The important role of ncRNAs in cholesteatoma pathology and the contemporary scarcity of the experimental results in the field could be easily deduced from the thorough analysis of available literature encompassed by the current review. We have integrated and highlighted the progress of the previous research of ncRNAs in cholesteatoma (Table 1, Figure 2). The key ncRNAs and target genes are joined in Figure 2 to depict regulation of ncRNAs in cholesteatoma, their interplay, and putative modulation of target genes associated with pathology.

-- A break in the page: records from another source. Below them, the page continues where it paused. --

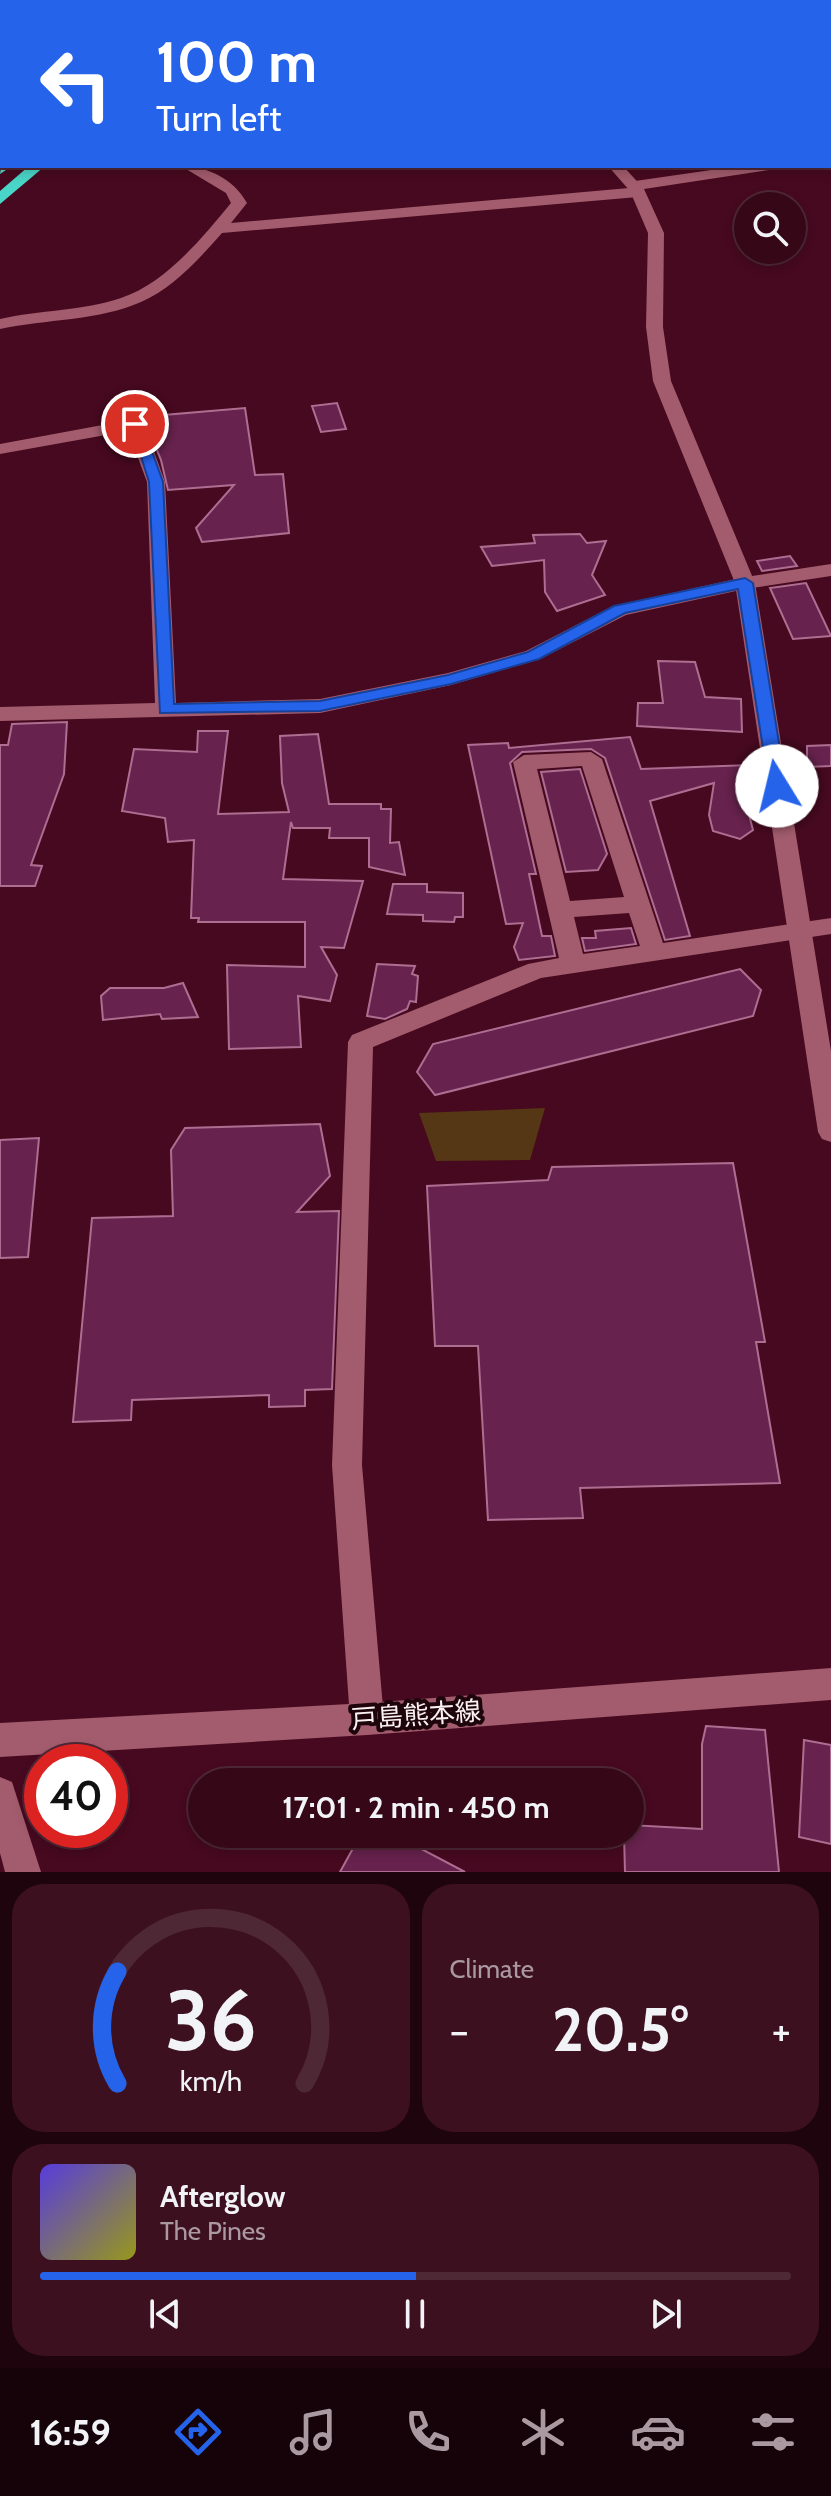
<!DOCTYPE html>
<html lang="en">
<head>
<meta charset="utf-8">
<style>
  body { margin:0; font-family:Cabin,"Noto Sans JP",sans-serif; background:#3d1020; color:#f1f3f6; height:100vh; display:flex; flex-direction:column; font-size:30px; white-space:nowrap }
  * { box-sizing:border-box; margin:0 }
  p { font-size:26px; color:#aa99a1 }
  .icon { flex:none; width:44px; height:44px; fill:none; stroke:currentColor; stroke-width:2; stroke-linecap:round; stroke-linejoin:round }
  .map { position:relative; height:1872px; overflow:hidden }
  .sheet { display:flex; flex-direction:column; gap:12px; padding:12px; background:#1d040d; flex:1 }
  .sheet>* { flex:none }
  .guide { position:absolute; left:0px; top:0px; width:832px; height:168px; box-shadow:0 4px 12px #0003,0 0 0 2px #4f2836; background:#2563eb; color:#fff; overflow:hidden }
  .controls { position:absolute; left:734px; top:192px; display:grid; gap:16px }
  .controls a { display:grid; place-items:center; width:72px; height:72px; border-radius:50%; background:#350717; box-shadow:0 4px 12px #0003,0 0 0 2px #4f2836; font-size:40px }
  .speed { position:absolute; left:24px; top:1744px; display:flex; gap:16px; font-size:40px; font-weight:700; text-align:center }
  .speed>* { display:grid; place-content:center; width:104px; height:104px; border-radius:50%; background:#350717; box-shadow:0 4px 12px #0003,0 0 0 2px #4f2836; line-height:1 }
  .speed .limit { border:12px solid #d22; background:#fff; color:#111 }
  .pin { position:absolute; display:grid; place-items:center; width:68px; height:68px; color:#fff; margin:-34px; border:4px solid #fff; border-radius:50%; box-shadow:0 2px 8px #0007 }
  .me { position:absolute; width:88px; margin:-44px; rotate:351deg; stroke-linejoin:round; filter:drop-shadow(0 0 6px #0008) }
  .turn { display:flex; align-items:center; gap:28px; height:168px; padding:0 24px; font-size:36px }
  .turn .icon { width:104px; height:104px; stroke-width:2.5 }
  .turn b { display:block; font-size:56px; line-height:68px }
  .big { font-size:60px; font-weight:800; line-height:1.1 }
  .sheet .tile { flex:1; display:flex; flex-direction:column; justify-content:center; gap:12px; min-width:0; padding:0 28px; border-radius:32px; background:#3d1020 }
  .sheet .dial { align-items:center; gap:0 }
  .dial svg { height:208px; overflow:visible; fill:none; stroke:#4f2836; stroke-width:7; stroke-linecap:round; text-anchor:middle }
  .dial text { fill:#f1f3f6; stroke:none }
  .song { display:flex; align-items:center; gap:24px }
  .cover { width:96px; height:96px; border-radius:12px; background:linear-gradient(135deg,hsl(250 70% 55%),hsl(60 70% 35%)) }
  .played { height:8px; border-radius:4px; background:linear-gradient(90deg,#2563eb 50%,#4f2836 50%) }
  .keys { display:flex; justify-content:space-around; direction:ltr }
  .heat { display:flex; justify-content:space-between; align-items:center; font-size:44px; direction:ltr }
  .sheet .tiles { flex:1; display:grid; gap:12px; grid-template-columns:1fr 1fr }
  .tile:last-child { grid-column:span 2 }
  .trip { position:absolute; left:188px; top:1768px; width:456px; height:80px; border-radius:40px; background:#350717; box-shadow:0 4px 12px #0003,0 0 0 2px #4f2836; font-weight:800; line-height:80px; text-align:center }
  .tabs { display:flex; height:128px; justify-content:space-around; align-items:center; background:#150309; color:#aa99a1 }
  .tabs .icon { width:56px; height:56px }
  .tabs .selected { color:#2563eb }
  .tabs b { font-size:36px; color:#f1f3f6 }
  .map>svg:first-child { display:block }
  .green { fill:#563715 }
  .building { fill:#67224d; stroke:#ae6e92; stroke-width:2 }
  .lines { fill:none; stroke-linecap:round; stroke-linejoin:round }
  .street { fill:#a25c6d; fill-rule:evenodd }
  .secondary { fill:#a25c6d; fill-rule:evenodd }
  .highway { fill:#49d6c8; fill-rule:evenodd }
  .route { fill:#2563eb; stroke:#184099; stroke-width:2 }
  .labels { text-anchor:middle; stroke-width:8; stroke-linejoin:round; paint-order:stroke }
  .near-street-label { font-size:26px; fill:#faf1f3; stroke:#1e050c }
</style>
</head>
<body>
<div class="map">
<svg width="831" height="1872" viewBox="0 0 831 1872">
  <rect width="100%" height="100%" fill="#47091f"/>
  <path class="green" d="M545 1108 530 1160 436 1161 419 1113Z"/>
  <g class="building">
    <path d="M337 403 346 429 321 432 312 406Z"/>
    <path d="M245 408 255 475 283 474 289 533 202 542 196 528 234 485 168 490 161 460 145 421 164 419V415Z"/>
    <path d="M580 534 587 543 606 541 592 575 605 595 557 611 545 592 544 560 492 566 481 547 535 543 533 535Z"/>
    <path d="M790 556 797 566 762 571 757 561Z"/>
    <path d="M806 583 831 636 793 639 770 588Z"/>
    <path d="M658 661 695 662 705 697 741 699 742 732 637 726 638 703H663Z"/>
    <path d="M67 722 64 774 31 865 42 866 35 886H0V745H8L12 724Z"/>
    <path d="M198 731H228L218 814 289 812 282 783 280 736 318 734 329 804H381V809H391L390 843 399 842 405 875 369 867V838H329L330 828H293L291 822 283 879 363 881 344 948 321 947 337 975 330 1001 298 996 301 1047 229 1049 227 965 305 967V922H198L199 918H191L194 840 168 842 165 818 122 811 134 749 197 752Z"/>
    <path d="M630 737 641 769 750 765 751 773 739 776 753 830 740 839 713 831 709 815 714 783 650 801 690 936 665 940 605 758 591 749 522 752 510 763 536 874H529L542 936H551L555 956 519 960 514 947 523 923 506 924 468 745 508 743 509 748Z"/>
    <path d="M831 745V766L807 767V746Z"/>
    <path d="M580 769 607 854 598 870 566 872 541 772Z"/>
    <path d="M393 884H427V892L463 893V917H455L454 922 423 921V915L387 914Z"/>
    <path d="M631 928 636 944 585 951 582 938H596L595 931Z"/>
    <path d="M377 964 415 966 412 974 418 976 416 1002 410 1001 407 1009 385 1019 367 1016Z"/>
    <path d="M740 969 761 990 753 1016 435 1095 417 1072 433 1044Z"/>
    <path d="M183 983 198 1017 162 1019 160 1014 103 1020 101 996 110 988H164Z"/>
    <path d="M320 1124 330 1176 297 1212 339 1211 332 1389 305 1390V1406L269 1407V1395L132 1400 131 1420 73 1422 92 1218 173 1216 171 1150 185 1128Z"/>
    <path d="M39 1138 28 1257 0 1258V1140Z"/>
    <path d="M733 1163 765 1342H756L780 1483 580 1488 583 1518 488 1520 478 1346H435L427 1186 548 1180 552 1167Z"/>
    <path d="M706 1726 765 1730 779 1872H625L624 1834H630V1825L702 1829V1744Z"/>
    <path d="M804 1740 831 1745V1844L799 1837Z"/>
    <path d="M371 1834H393L465 1872H340L357 1841Z"/>
  </g>
  <g class="lines">
    <g class="street">
      <rect x="643" y="0" width="12" height="2"/>
      <path d="M728 0H751L752 2H729Z"/>
      <path d="M813 0H825L826 2H814Z"/>
      <rect x="0" y="10" width="2" height="8"/>
      <rect x="830" y="17" width="1" height="8"/>
      <rect x="830" y="34" width="1" height="8"/>
      <rect x="830" y="98" width="1" height="8"/>
      <rect x="830" y="120" width="1" height="13"/>
      <path d="M830 158H831V166H828Z"/>
      <path d="M181 166C207 166 234 179 247 203L231 223 629 188 630 183 635 181 739 166H776L769 170 644 189 643 195 638 197 222 233C199 259 173 288 141 302 98 321 46 319 0 329V319C39 310 83 311 121 298 166 283 202 238 231 203L226 193Z"/>
      <path d="M135 419 144 424 165 482 176 703 320 699 448 673 526 651 613 606 745 577 831 564V576L745 589 626 615 540 659 451 685 320 713 0 721V707L155 703 147 482 128 431 0 454V444Z"/>
      <path d="M591 752 602 759 663 943 831 918V934L541 978 373 1047 362 1465 384 1719 379 1731 367 1735 355 1731 350 1719 332 1465 348 1042 352 1035 528 964 559 958 513 762 524 755ZM582 766 624 897 570 901 537 769ZM629 913 640 946 583 954 574 917Z"/>
      <path d="M0 1777 12 1782 41 1872H5L0 1853Z"/>
    </g>
    <g class="secondary">
      <path d="M140 0H161L162 2H141Z"/>
      <rect x="0" y="74" width="2" height="8"/>
      <path d="M608 166H623L644 189 664 233 663 327 671 381 755 583 831 1051V1142L822 1139 818 1132 735 583 653 381 646 327 648 233 630 191Z"/>
      <path d="M831 1668V1700L367 1735 0 1757V1723L367 1703Z"/>
    </g>
    <g class="highway">
      <path d="M2 162V166H12L0 174Z"/>
      <path d="M29 166H45L0 204V191Z"/>
    </g>
  </g>
  <path class="route" d="M130 421 142 424 163 482 174 704 320 701 448 675 528 652 614 606 745 578 753 583 786 786 777 792 769 786 738 589 625 613 539 659 451 684 320 711 160 713 149 482Z"/>
  <g class="labels">
    <g class="near-street-label">
      <text transform="translate(416 1715) rotate(-4)" y="9">戸島熊本線</text>
    </g>
  </g>
</svg>
<div class="controls">
<a><svg class="icon" aria-label="search" viewBox="0 0 24 24"><circle cx="10" cy="10" r="6"/><path d="M15 15l6 6"/></svg></a>
</div>
<div class="speed"><div class="limit">40</div></div>
<div class="pin" style="left:135px;top:424px;background:#d93025"><svg class="icon" aria-label="arrive" viewBox="0 0 24 24"><path d="M6 21V4h12l-3 4 3 4H6"/></svg></div>
<svg class="me" style="left:777px;top:786px" viewBox="-20 -20 40 40"><circle r="19" fill="#fff"/><path d="M0-13L10 11 0 6-10 11z" fill="#2563eb"/></svg>
<div class="trip">17:01 · 2 min · 450 m</div>
<div class="guide">
<div class="turn"><svg class="icon" aria-label="left" viewBox="0 0 24 24"><path d="M17 20v-9H6M10 6l-5 5 5 5"/></svg><div><b>100 m</b>Turn left</div></div>
</div>
</div>
<section class="sheet">
<div class="tiles">
<div class="tile dial"><svg viewBox="0 0 100 80">
<path d="M14 69A42 42 0 1 1 86 69"/>
<path d="M14 69A42 42 0 0 1 14 26" stroke="#2563eb"/>
<text x="50" y="56" font-size="32" font-weight="700">36</text>
<text x="50" y="72" font-size="11">km/h</text>
</svg></div>
<div class="tile"><p>Climate</p>
<div class="heat"><a>−</a><b class="big">20.5°</b><a>+</a></div>
</div>
<div class="tile">
<div class="song"><i class="cover"></i><div><b>Afterglow</b><p>The Pines</p></div></div>
<div class="played"></div>
<div class="keys"><svg class="icon" aria-label="previous" viewBox="0 0 24 24"><path d="M18 5L8 12l10 7zM5 5v14"/></svg><svg class="icon" aria-label="pause" viewBox="0 0 24 24"><path d="M8 5v14M16 5v14"/></svg><svg class="icon" aria-label="next" viewBox="0 0 24 24"><path d="M6 5l10 7-10 7zM19 5v14"/></svg></div>
</div>
</div>
</section>
<nav class="tabs">
<b>16:59</b>
<svg class="icon selected" aria-label="directions" viewBox="0 0 24 24"><path d="M12 3l9 9-9 9-9-9zM9 14v-3h6M13 9l2 2-2 2"/></svg>
<svg class="icon" aria-label="music" viewBox="0 0 24 24"><path d="M9 18V5l10-2v13"/><circle cx="6" cy="18" r="3"/><circle cx="16" cy="16" r="3"/></svg>
<svg class="icon" aria-label="phone" viewBox="0 0 24 24"><path d="M5 4h4l2 5-3 2q2 4 5 5l2-3 5 2v4C11 20 4 13 5 4z"/></svg>
<svg class="icon" aria-label="climate" viewBox="0 0 24 24"><path d="M12 3v18M4 7l16 10M4 17L20 7"/></svg>
<svg class="icon" aria-label="car" viewBox="0 0 24 24"><path d="M5 17H2v-5l4-1 3-4h7l3 4 3 1v5h-3M9 17h6M6 11h13"/><circle cx="7" cy="17" r="2"/><circle cx="17" cy="17" r="2"/></svg>
<svg class="icon" aria-label="filters" viewBox="0 0 24 24"><path d="M4 7h16M4 17h16"/><circle cx="9" cy="7" r="2"/><circle cx="15" cy="17" r="2"/></svg>
</nav>
</body>
</html>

Based on our literature review we can conclude that miR-21 and let-7a are the two most highlighted ncRNAs dysregulated in cholesteatoma pathology (Figure 2). It is widely recognized that ncRNAs exert many biological properties that can make them noteworthy biomarkers for disease follow-up and minimally invasive therapeutics.⁶² Therapeutics based on blockade of miRNA in different pathologies are reported recently. Beneficial effects on miR-21 expression inhibition have been observed with miR-21 antagomir in hypertrophic scarring of the skin⁶³ and inhibition of acute tissue injury in LPS-treated human pulmonary alveolar epithelial cells (HPAEpiC).⁶⁴ Even more, a personalized nanomedicine approach with functional nanoparticles was proposed to target both, miR-21 and target genes using the same therapeutic.⁶⁵ For the let-7, clinical trials are already ongoing for the evaluation of the therapeutic potential of this nc-RNA in various diseases such as obesity, diabetes, and cancer.⁶⁶ Although the recently developed analytical models indicate time requirement before many miRNA products reach the market⁶⁷ the progress which has been made in the past few years envisages a promising future.

CONFLICT OF INTEREST

The authors declare no potential conflict of interest.